-- Extracted material follows --

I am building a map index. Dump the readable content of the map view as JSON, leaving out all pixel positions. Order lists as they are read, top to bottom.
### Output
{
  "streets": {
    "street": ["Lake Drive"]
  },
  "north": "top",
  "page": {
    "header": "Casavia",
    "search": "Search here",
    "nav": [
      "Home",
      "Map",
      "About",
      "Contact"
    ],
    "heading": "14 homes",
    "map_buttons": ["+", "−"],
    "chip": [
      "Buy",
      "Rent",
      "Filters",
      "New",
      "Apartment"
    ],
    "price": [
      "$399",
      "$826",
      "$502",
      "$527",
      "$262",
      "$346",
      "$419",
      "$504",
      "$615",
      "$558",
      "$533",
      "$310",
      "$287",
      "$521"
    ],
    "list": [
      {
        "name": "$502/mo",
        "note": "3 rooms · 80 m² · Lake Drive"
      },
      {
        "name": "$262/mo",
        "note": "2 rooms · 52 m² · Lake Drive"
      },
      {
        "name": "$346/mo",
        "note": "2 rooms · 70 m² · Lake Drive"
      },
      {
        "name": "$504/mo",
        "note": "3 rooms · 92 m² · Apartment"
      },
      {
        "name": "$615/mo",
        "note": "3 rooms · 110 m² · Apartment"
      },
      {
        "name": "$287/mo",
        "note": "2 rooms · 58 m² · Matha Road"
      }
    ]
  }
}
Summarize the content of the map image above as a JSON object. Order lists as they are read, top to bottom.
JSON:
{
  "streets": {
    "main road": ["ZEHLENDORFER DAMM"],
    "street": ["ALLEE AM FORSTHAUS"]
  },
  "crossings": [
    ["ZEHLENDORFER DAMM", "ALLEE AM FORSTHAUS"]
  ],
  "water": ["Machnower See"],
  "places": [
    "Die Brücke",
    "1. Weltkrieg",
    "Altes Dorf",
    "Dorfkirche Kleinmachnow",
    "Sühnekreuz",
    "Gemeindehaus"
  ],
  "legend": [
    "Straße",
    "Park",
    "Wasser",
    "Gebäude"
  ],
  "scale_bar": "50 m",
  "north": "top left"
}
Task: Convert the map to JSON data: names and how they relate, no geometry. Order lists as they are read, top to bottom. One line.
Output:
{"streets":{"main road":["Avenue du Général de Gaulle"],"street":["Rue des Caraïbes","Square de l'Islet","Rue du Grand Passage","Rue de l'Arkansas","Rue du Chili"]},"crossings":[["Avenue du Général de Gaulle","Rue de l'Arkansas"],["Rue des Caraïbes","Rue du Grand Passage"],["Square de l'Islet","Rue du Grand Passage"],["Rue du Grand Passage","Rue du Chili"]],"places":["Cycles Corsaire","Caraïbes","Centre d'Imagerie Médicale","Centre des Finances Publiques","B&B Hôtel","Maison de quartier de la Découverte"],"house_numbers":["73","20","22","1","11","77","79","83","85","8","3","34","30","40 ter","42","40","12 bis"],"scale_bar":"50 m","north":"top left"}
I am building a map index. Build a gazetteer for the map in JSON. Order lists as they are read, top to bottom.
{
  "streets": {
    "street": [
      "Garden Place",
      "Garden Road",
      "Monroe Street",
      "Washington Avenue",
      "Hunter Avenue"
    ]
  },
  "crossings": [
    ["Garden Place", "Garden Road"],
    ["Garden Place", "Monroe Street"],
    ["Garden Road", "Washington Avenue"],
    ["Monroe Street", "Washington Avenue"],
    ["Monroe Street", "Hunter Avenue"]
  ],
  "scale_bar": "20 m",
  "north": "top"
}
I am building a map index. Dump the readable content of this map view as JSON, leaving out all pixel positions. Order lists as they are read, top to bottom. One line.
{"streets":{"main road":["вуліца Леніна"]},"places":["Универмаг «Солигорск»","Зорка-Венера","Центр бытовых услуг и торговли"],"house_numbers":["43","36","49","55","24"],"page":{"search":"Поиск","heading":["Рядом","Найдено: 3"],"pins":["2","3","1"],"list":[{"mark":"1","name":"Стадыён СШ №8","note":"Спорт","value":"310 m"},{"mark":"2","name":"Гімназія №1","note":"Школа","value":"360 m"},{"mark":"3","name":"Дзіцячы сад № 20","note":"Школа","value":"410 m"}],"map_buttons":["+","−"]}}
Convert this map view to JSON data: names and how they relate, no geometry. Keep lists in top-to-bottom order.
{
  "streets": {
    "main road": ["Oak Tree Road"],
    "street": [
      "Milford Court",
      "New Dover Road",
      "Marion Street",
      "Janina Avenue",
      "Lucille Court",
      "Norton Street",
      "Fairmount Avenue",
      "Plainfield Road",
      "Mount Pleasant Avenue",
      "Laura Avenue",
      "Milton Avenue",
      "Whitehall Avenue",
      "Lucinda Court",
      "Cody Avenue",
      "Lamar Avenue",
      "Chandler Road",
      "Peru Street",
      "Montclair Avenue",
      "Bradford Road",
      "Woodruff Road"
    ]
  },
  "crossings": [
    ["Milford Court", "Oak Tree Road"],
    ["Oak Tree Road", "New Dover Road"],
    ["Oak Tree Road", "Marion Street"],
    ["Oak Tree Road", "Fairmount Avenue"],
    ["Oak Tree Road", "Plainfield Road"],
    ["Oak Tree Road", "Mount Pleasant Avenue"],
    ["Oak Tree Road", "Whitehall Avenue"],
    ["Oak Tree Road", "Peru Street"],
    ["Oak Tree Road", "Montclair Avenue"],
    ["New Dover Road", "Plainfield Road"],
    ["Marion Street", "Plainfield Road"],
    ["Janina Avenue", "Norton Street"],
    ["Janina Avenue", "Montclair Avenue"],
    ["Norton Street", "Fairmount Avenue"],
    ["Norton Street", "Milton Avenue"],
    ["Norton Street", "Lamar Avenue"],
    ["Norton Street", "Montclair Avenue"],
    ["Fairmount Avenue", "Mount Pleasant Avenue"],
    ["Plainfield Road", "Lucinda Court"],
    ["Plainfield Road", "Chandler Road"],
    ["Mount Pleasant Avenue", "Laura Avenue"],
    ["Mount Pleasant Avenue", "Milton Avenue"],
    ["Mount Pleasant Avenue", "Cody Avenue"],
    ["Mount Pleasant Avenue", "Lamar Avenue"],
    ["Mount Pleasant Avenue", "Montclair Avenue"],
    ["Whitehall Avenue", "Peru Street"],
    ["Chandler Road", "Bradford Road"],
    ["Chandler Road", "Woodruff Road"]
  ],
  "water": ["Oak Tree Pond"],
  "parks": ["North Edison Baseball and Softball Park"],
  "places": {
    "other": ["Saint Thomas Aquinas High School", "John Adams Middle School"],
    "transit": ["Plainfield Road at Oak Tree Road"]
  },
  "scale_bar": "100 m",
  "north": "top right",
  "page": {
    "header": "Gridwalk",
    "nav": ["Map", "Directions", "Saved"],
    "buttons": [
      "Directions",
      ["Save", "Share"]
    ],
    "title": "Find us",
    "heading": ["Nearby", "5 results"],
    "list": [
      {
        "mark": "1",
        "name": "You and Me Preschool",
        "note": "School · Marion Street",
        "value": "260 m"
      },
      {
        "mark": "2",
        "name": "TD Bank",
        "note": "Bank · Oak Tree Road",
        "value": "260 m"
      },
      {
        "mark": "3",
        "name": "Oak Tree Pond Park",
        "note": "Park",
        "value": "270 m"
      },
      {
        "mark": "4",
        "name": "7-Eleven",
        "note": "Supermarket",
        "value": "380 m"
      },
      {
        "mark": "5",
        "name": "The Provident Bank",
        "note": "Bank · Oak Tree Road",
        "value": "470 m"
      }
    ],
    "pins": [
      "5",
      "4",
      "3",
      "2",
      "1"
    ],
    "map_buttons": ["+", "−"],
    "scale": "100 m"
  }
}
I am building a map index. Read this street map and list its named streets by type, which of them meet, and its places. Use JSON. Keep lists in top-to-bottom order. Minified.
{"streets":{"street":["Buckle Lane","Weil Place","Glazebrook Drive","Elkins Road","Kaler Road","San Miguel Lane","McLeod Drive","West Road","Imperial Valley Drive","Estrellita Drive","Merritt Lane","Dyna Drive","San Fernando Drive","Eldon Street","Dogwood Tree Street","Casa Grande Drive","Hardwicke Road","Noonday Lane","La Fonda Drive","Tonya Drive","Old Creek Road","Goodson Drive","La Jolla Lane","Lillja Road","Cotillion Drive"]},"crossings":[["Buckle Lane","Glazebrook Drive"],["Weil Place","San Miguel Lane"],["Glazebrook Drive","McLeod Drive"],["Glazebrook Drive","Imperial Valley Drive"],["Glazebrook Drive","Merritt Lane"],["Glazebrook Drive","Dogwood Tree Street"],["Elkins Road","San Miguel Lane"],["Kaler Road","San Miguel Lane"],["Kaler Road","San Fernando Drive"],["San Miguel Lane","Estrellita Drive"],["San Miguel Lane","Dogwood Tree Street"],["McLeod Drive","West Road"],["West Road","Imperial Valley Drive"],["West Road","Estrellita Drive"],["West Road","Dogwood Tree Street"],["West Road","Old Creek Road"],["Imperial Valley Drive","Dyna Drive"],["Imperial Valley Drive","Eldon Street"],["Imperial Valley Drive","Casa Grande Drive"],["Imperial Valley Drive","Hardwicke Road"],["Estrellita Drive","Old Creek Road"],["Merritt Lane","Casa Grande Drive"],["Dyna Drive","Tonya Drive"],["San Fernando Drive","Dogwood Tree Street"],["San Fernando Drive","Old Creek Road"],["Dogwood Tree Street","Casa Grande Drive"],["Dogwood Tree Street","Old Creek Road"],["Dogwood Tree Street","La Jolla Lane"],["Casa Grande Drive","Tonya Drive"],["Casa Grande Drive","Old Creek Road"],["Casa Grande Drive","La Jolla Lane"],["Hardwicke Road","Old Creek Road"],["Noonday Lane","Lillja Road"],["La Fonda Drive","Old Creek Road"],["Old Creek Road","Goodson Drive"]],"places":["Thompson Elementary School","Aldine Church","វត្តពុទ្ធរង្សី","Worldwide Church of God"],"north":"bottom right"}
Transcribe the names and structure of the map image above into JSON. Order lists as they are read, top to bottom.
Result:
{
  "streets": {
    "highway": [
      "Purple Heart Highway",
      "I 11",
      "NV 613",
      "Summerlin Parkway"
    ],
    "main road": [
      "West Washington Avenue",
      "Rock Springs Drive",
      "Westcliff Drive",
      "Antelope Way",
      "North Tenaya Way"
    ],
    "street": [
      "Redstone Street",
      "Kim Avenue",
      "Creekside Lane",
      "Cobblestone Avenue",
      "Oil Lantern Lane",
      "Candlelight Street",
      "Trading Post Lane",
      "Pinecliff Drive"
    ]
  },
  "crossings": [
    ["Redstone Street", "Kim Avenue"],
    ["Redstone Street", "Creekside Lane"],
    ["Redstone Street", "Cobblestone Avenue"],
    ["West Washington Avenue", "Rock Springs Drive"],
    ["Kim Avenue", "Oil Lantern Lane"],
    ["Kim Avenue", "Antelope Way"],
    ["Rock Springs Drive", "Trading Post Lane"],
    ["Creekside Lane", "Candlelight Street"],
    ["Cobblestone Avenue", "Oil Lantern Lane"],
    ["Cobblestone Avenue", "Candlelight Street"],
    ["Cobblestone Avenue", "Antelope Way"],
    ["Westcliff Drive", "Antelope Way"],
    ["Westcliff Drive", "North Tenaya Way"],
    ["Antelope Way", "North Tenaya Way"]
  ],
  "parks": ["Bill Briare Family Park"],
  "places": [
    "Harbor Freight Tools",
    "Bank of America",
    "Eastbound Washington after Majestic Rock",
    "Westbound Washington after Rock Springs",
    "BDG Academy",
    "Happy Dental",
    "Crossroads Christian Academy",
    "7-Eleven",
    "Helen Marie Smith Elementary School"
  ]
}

-- Extracted material concluded --

◆ Task goal: If a line in the records contains the string "Hunter", copy it out.

◆ Solution for this exercise:
      "Hunter Avenue"
    ["Monroe Street", "Hunter Avenue"]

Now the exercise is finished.